Et il ne sera certes pas non plus facile de construire une puissante
campagne de dénonciation de l'Etat d'apartheid israélien,
de la politique raciste qu'il mène contre le million de Palestiniens
vivant en Israël et de son refus absolu de reconnaître le
droit au retour des réfugiés avec, à la tête
des négociateurs palestiniens, un homme qui a fait depuis longtemps
une croix sur les Palestiniens de 1948 (15) et qui, en qualité
de négociateur et signataire des accords d'Oslo, a formalisé
dans un texte négocié avec Yossi Beilin en 1995 le fait
que " les exigences de la nouvelle ère de paix et de coexistence,
aussi bien que les réalités qui ont été
créées sur le terrain depuis 1948, ont rendu impraticable
l'application du droit au retour "
A l'heure actuelle le mouvement de solidarité avec la lutte du
Peuple palestinien ne dispose ni d'un Mandela ni d'une ANC pour impulser
et renforcer sa lutte au plan international. Mais il ne sert à
rien de pleurer et le pire serait d'attendre.
Le Peuple palestinien fait face à l'occupation, à l'exil
et au nettoyage ethnique.
Les fermiers de Cisjordanie qui luttent contre le mur et l'extension
des colonies, les réfugiés des camps de Jordanie ou du
Liban qui veulent rentrer chez eux, les habitants de Jérusalem
chassés de leurs maisons, les habitants de Rafah qui restent
sous le feu des chars qui contrôlent la frontière avec
l'Egypte, les Palestiniens du Naqab et de Galilée qui font face
quotidiennement à la répression de l'Etat raciste dont
ils sont censés être des citoyens égaux en droit
avec les citoyens juifs, les mères de prisonniers qui ne voient
pas leurs fils et leurs filles revenir etc. tous ceux là nous
demandent chaque jour de poursuivre et d'amplifier notre soutien.
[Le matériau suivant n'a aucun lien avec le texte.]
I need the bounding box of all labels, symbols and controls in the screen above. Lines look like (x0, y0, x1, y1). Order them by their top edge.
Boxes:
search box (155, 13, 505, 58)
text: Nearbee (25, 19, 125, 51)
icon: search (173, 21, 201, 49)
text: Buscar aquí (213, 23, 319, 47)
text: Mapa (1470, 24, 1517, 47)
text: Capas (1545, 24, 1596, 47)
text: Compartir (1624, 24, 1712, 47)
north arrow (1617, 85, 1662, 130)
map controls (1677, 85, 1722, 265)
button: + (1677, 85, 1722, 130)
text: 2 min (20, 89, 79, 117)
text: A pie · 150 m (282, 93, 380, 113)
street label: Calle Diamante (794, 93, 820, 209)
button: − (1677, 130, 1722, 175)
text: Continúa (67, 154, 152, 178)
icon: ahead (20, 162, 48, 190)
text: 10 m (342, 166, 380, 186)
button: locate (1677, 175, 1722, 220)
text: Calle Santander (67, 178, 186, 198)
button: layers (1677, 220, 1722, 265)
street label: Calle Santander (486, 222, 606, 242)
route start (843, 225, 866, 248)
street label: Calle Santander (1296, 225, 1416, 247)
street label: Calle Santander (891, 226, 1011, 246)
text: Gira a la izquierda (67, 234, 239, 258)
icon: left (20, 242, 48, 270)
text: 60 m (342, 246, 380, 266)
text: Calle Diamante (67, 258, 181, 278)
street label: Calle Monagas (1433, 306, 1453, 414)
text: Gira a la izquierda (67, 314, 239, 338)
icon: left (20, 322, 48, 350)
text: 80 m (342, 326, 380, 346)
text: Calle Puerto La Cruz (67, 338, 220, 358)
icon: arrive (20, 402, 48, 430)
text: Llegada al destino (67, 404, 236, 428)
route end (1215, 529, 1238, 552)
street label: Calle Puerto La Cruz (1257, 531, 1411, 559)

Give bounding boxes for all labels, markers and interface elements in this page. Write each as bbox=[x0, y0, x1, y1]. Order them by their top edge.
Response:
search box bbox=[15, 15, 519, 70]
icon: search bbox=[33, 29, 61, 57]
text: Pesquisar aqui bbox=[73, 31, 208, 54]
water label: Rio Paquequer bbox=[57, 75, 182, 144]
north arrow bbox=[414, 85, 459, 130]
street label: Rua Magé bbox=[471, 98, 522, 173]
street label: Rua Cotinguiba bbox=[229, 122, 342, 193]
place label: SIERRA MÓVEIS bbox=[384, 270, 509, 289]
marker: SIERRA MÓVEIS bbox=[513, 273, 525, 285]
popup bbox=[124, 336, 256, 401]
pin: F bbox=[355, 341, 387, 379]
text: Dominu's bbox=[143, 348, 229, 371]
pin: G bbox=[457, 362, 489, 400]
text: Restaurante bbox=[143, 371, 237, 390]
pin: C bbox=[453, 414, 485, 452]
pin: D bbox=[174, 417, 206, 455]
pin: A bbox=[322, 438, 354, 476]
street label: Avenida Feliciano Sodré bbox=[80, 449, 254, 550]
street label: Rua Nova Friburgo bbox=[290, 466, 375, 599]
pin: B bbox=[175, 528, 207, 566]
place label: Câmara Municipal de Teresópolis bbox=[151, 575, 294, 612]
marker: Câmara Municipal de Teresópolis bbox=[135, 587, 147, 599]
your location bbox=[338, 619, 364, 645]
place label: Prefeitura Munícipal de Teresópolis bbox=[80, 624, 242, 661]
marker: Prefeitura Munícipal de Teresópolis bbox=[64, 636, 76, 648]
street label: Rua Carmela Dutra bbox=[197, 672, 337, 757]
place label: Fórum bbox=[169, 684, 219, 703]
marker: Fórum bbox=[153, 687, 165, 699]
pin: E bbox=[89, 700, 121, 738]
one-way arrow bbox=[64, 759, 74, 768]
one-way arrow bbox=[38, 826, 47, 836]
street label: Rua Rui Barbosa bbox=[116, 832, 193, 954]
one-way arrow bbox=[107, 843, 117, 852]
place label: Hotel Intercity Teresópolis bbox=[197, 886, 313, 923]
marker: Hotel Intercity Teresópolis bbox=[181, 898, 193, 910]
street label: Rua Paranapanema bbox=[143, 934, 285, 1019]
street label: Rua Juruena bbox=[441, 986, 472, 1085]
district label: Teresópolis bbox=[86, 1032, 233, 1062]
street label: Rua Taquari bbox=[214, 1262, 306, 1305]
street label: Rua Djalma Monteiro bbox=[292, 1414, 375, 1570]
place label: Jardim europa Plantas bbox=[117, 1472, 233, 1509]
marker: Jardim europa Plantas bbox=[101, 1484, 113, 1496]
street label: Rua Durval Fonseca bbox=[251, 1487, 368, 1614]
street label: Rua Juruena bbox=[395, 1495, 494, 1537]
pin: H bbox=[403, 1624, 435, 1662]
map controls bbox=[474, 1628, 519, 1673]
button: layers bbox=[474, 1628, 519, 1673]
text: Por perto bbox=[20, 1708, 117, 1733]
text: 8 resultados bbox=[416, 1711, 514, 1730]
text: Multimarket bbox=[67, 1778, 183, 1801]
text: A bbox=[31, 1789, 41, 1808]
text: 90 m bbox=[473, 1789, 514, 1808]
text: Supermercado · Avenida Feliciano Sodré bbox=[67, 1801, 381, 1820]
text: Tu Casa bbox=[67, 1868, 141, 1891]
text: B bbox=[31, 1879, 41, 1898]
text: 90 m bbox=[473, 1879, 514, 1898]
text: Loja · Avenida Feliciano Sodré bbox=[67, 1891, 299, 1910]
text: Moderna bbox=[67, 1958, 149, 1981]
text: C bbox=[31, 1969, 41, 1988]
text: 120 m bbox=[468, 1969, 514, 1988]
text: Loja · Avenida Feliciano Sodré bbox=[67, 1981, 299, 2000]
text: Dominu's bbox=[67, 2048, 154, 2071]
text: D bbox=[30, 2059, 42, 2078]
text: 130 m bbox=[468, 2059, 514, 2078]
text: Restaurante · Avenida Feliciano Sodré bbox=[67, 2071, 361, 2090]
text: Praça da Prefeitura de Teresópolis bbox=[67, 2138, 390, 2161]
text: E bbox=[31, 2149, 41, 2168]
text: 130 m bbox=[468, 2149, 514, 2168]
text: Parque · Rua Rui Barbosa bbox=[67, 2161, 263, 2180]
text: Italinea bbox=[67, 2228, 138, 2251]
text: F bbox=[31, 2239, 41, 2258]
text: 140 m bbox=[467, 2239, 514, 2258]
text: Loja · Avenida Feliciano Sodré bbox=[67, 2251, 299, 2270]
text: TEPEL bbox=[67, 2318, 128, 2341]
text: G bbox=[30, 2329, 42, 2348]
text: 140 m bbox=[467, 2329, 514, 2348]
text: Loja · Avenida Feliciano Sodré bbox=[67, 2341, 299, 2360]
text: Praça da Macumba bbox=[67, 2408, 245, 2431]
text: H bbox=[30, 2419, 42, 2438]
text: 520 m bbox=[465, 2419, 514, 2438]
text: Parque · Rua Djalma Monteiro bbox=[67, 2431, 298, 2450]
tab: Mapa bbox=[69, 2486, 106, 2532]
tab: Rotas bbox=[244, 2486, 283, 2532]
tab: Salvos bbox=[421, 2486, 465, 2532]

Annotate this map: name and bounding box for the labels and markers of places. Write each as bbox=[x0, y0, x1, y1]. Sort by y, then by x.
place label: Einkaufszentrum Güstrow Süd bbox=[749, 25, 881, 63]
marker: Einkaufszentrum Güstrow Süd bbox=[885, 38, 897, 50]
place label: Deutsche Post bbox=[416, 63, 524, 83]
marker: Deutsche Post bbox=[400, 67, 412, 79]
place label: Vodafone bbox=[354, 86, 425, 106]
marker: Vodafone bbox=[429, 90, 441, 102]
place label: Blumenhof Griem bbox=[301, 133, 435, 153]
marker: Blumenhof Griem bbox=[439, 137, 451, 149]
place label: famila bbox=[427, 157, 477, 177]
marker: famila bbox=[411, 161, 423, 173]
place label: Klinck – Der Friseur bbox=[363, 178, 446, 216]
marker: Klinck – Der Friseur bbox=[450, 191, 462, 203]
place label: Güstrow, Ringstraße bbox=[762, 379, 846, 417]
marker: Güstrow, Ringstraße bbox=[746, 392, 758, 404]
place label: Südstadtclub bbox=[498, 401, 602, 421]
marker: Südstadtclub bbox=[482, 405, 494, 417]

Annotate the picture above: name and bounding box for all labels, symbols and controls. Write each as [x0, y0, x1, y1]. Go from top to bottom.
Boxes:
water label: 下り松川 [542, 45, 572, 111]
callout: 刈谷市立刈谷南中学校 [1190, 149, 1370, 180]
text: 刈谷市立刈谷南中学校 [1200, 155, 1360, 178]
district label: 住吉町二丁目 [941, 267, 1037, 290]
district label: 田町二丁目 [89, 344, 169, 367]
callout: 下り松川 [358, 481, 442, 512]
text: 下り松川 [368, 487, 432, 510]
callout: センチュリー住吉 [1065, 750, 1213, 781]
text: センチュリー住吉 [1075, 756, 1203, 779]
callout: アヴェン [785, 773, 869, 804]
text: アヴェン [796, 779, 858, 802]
Ils/elles nous disent que " ce que n'ont pas fait les chars et
les canons de l'occupation" ne doit pas leur être imposé
par la ruse d'une fausse paix uniquement destinée à "arrêter
l'intifada" . Ils nous disent que " les négociations
actuelles ne visent qu'à aider Sharon et à rendre service
aux quelques privilégiés de l'Autorité Palestinienne
"
Les promoteurs enthousiastes qui aujourd'hui parlent de " fenêtre
d'opportunité " et de " chance pour la paix "
sont souvent les mêmes que ceux qui recouvraient d'éloges
les accords d'Oslo. Ils n'avaient alors pas de mots assez durs pour
condamner ceux qui doutaient et émettaient quelques réserves.
Depuis chacun a pu faire le constat de ce qu'Oslo avait apporté
à Israël pour son projet de colonisation totale de la Palestine.
Et chacun a pu aussi constater le désastre pour les Palestiniens.
Alors, admettons l'enthousiasme un peu naïf et accordons le bénéfice
de l'erreur pour la première fois.
Mais après le constat des dix années de colonisation galopante,
après les quatre années de destruction systématique
de la vie en Cisjordanie et à Gaza, après les milliers
de morts, de blessés et d'emprisonnés la naïveté
n'est plus acceptable.
Aujourd'hui ceux qui adhérent aux illusions d'une " paix
possible " sans satisfaire les revendications des Palestiniens,
ceux qui invitent et accueillent les colporteurs d'illusions, ceux qui
soutiennent la petite élite palestinienne qui veut retrouver
ses privilèges perdus depuis le déclenchement de l'Intifada,
tous ceux-là donc ne construisent pas la solidarité avec
la lutte du Peuple palestinien.
Il ne tient qu'aux militants de la solidarité de ne pas se laisser
berner une nouvelle fois et décider de ne pas tromper les autres.